L'arrivée de tous ces nouveaux élèves à la High School of Performing Arts de New York, qui décrocheront leur diplôme quatre ans plus tard, installe d'emblée un bon dynamisme. Le numéro au cours duquel les élèves font connaissance en mettant leurs talents en commun évoque l'esprit du fameux Hot Lunch Jam du film et se révèle spectaculaire, même s'il est complètement différent. Quand les cuivres se joignent à la fête, cette performance collective prend vraiment un bel envol.

ACCEPTER LA CONVENTION

Le récit fait ensuite quelques sauts dans le temps, et c'est là que le bât blesse. Aucune véritable montée dramatique ne mène à l'étape de la remise de diplômes, ainsi qu'au grand spectacle organisé pour l'occasion.

Il faut aussi compter un petit moment d'adaptation pour accepter la convention qu'on nous propose. Bien que l'intrigue soit campée à New York, la plupart des personnages, enfin, ceux qui n'empruntent pas de faux accents, s'expriment dans un français assez pointu. Il est aussi à noter que toutes les chansons, à part celle qui donne au spectacle son titre, sont livrées dans la langue de Molière.

Bien entendu, certains numéros - et certains artistes - se distinguent. C'est notamment le cas de Junbox, formidable en danseur freestyle hip-hop, et d'Élisabeth Gauthier-Pelletier, qui incarne la flamboyante Carmen Diaz. Son entrée au retour de l'entracte donne en outre lieu à un très beau numéro de flamenco.

Chez les vétérans, Marie Denise Pelletier, qui incarne une enseignante sévère très à cheval sur le règlement et la discipline, a droit à ce que nos amis anglos appellent un showstopper. À la première médiatique, tenue plus tôt cette semaine, son interprétation de Ce sont mes enfants (These Are My Children) lui a valu une ovation.

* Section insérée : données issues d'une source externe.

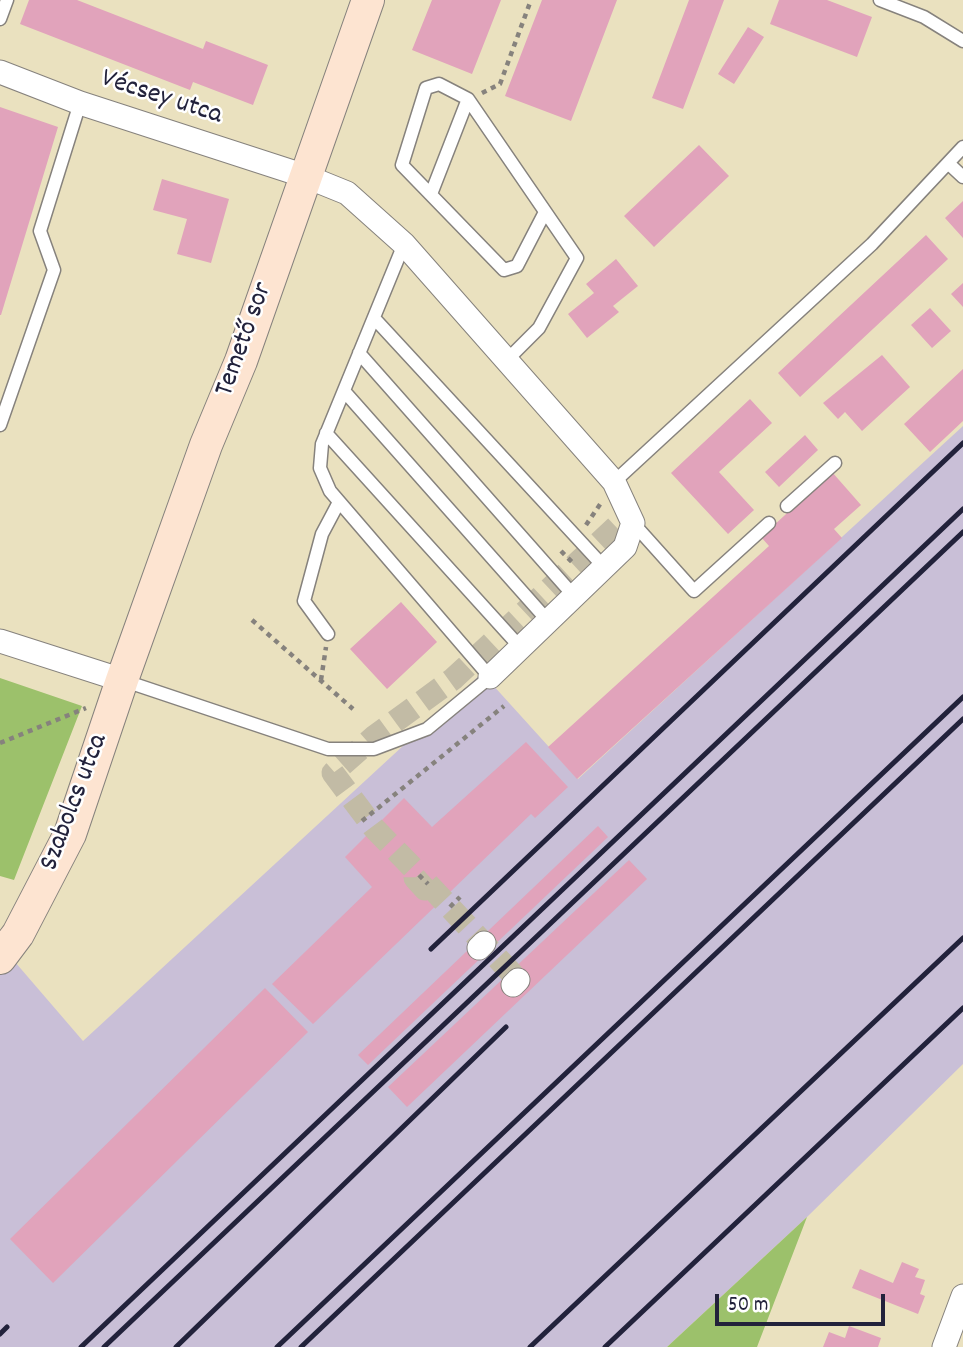 <!DOCTYPE html>
<html>
<head>
<meta charset="utf-8">
<style>
	body { margin:0 }
	#map { position:relative; width:963px; height:1347px; overflow:hidden; background:#eae1bf; font-family:Dekko,sans-serif }
	canvas { display:block }
	.scale { position:absolute; left:715px; top:1294px; width:170px; height:32px; box-sizing:border-box; border:4px solid #22223b; border-top:0; padding-left:9px; font-size:21px; line-height:24px; white-space:nowrap; color:#22223b; -webkit-text-stroke:5px #fff; paint-order:stroke }
</style>
</head>
<body>
<div id="map">
<canvas width="963" height="1347"></canvas>
<div class="scale">50 m</div>
</div>
<script>
const c = document.querySelector('canvas').getContext('2d');
c.lineJoin = 'round';
function fillPath(path, color) { c.fillStyle = color; c.fill(path, 'evenodd'); }
const poly = rows => new Path2D(rows.map(r => 'M' + r).join(''));
function strokePath(path, color, width, dash) { c.strokeStyle = color; c.lineWidth = width; c.lineCap = dash ? 'butt' : 'round'; c.setLineDash(dash || []); c.stroke(path); }
function write(font, color, halo, rows, align = 'center') {
  c.font = font + ' Dekko,sans-serif'; c.lineWidth = 5; c.setLineDash([]); c.textBaseline = 'middle'; c.strokeStyle = halo; c.fillStyle = color; for (const [text, x, y, turn = 0] of rows) {
    c.save(); c.translate(x, y); c.rotate((+turn || 0) * Math.PI / 180); c.textAlign = isNaN(turn) ? turn : align; if (halo) c.strokeText(text, 0, 0); c.fillText(text, 0, 0); c.restore();
  }
}
fillPath(poly([
	[963,426,963,1064,807,1217,667,1347,0,1347,0,972,9,955,83,1041,482,673,578,779]
]), '#c9bfd7');
fillPath(poly([
	[0,678,82,706,14,880,0,876],
	[807,1217,757,1347,667,1347]
]), '#9cc16b');
fillPath(poly([
	[29,0,77,0,203,49,206,41,268,65,253,105,193,82,190,90,20,24],
	[432,0,501,0,472,74,412,50],
	[542,0,617,0,571,121,505,96],
	[689,0,724,0,683,109,652,98],
	[779,0,827,0,872,17,857,57,770,24],
	[748,27,764,37,734,84,718,74],
	[0,107,58,127,1,315,0,315],
	[699,145,729,176,654,247,624,216],
	[162,179,229,199,211,263,177,254,187,219,153,210],
	[963,201,963,238,945,218],
	[926,235,948,259,800,397,778,373],
	[616,259,638,286,613,306,619,312,587,338,568,314,594,293,586,284],
	[963,283,963,307,951,294],
	[930,308,951,331,932,348,911,325],
	[882,355,910,387,862,431,845,412,838,419,823,403],
	[963,369,963,421,930,452,904,424],
	[750,399,772,423,719,472,754,510,728,534,671,473],
	[805,435,818,450,779,487,765,472],
	[832,472,861,505,834,529,842,538,577,779,548,747,769,546,761,537],
	[401,602,437,642,387,689,350,649],
	[526,742,568,787,535,818,531,814,313,1024,272,984,372,887,345,857,404,798,432,827],
	[598,826,608,837,368,1065,358,1055],
	[629,860,647,879,407,1107,388,1087],
	[265,988,308,1032,53,1283,10,1239],
	[902,1262,919,1269,915,1277,925,1280,920,1294,925,1296,918,1314,852,1288,860,1269,893,1283],
	[849,1326,881,1338,878,1347,823,1347,829,1332,845,1338]
]), '#e1a3bb');
strokePath(poly([
	[428,884,518,980],
	[432,887,425,889,415,878,415,870,374,828,333,773,375,736,453,679,633,511]
]), '#c2bba5', 23, [23, 11]);
const lane = poly([
	[880,0,924,17,963,41],
	[0,19,7,0],
	[948,163,963,177],
	[431,194,468,99],
	[374,318,604,567],
	[359,353,574,596],
	[507,360,539,328,577,258,468,99,439,84,426,88,402,165,504,270,517,266,545,212],
	[344,391,548,621],
	[0,425,54,270,40,231,80,103],
	[326,433,520,647],
	[614,482,872,244,963,147],
	[787,506,835,463],
	[633,523,694,591,769,523],
	[328,634,304,601,322,534,339,502],
	[122,680,328,749,374,749,427,729,490,677,330,491,320,468,322,444,404,244]
]);
const street = poly([
	[0,72,80,103,305,176,347,193,404,244,614,482,633,523,625,547,490,677],
	[0,641,122,680],
	[479,948,484,943],
	[513,985,518,980],
	[944,1347,963,1296]
]);
const secondary = poly([
	[0,958,18,934,70,834,122,680,206,445,241,361,368,0]
]);
strokePath(lane, '#86827d', 15);
strokePath(street, '#86827d', 25);
strokePath(secondary, '#86827d', 34);
strokePath(poly([
	[482,93,500,84,531,0],
	[586,525,601,503],
	[561,551,575,565],
	[252,620,353,709],
	[321,680,326,647],
	[0,743,86,708],
	[362,821,504,706],
	[419,875,428,884],
	[450,907,460,897]
]), '#86827d', 4.5, [5, 5]);
strokePath(lane, '#fff', 12);
strokePath(street, '#fff', 23);
strokePath(secondary, '#fde4d1', 32);
strokePath(poly([
	[431,949,963,443],
	[0,1334,7,1327],
	[81,1347,963,509],
	[104,1347,963,532],
	[176,1347,506,1027],
	[277,1347,963,697],
	[301,1347,963,719],
	[530,1347,963,938],
	[605,1347,963,1008]
]), '#22223b', 5);
write('28px', '#22223b', '#fff', [
	["Vécsey utca",161,99,18],
	["Temető sor",246,340,-70],
	["Szabolcs utca",76,803,-69]
]);
</script>
</body>
</html>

L'exploit est de taille, car aucune des chansons écrites pour ce spectacle, créé il y a 30 ans, n'est véritablement passée à la postérité. Out Here on My Own, immortalisée par Irene Cara dans le film original, est par ailleurs offerte en hors-d'oeuvre avant le spectacle par Audrey-Louise Beauséjour, première lauréate de la bourse Juste pour rire. Elle en fait une vibrante interprétation.

UN NUMÉRO SUPERFLU

Rythmé sans aucun temps mort (les enchaînements de tableaux sont d'une efficacité redoutable), le spectacle comporte néanmoins un numéro superflu, qui paraîtra même de mauvais goût dans les circonstances. La chanson Can't Keep it Down (Je ne la contrôle plus), livrée par un gaillard obsédé de la chose, se veut humoristique et raconte à quel point le pauvre jeune homme est incapable de maîtriser ses pulsions.

Avec tout ce qui s'est passé au cours des derniers mois, avec la vague du #metoo et les discussions sur la culture du viol et la notion du consentement entre autres, peut-être aurait-il mieux valu se garder une petite gêne sur ce plan.

***

Fame

Comédie musicale mise en scène de Serge Postigo.

Au Théâtre St-Denis jusqu'au 28 juillet.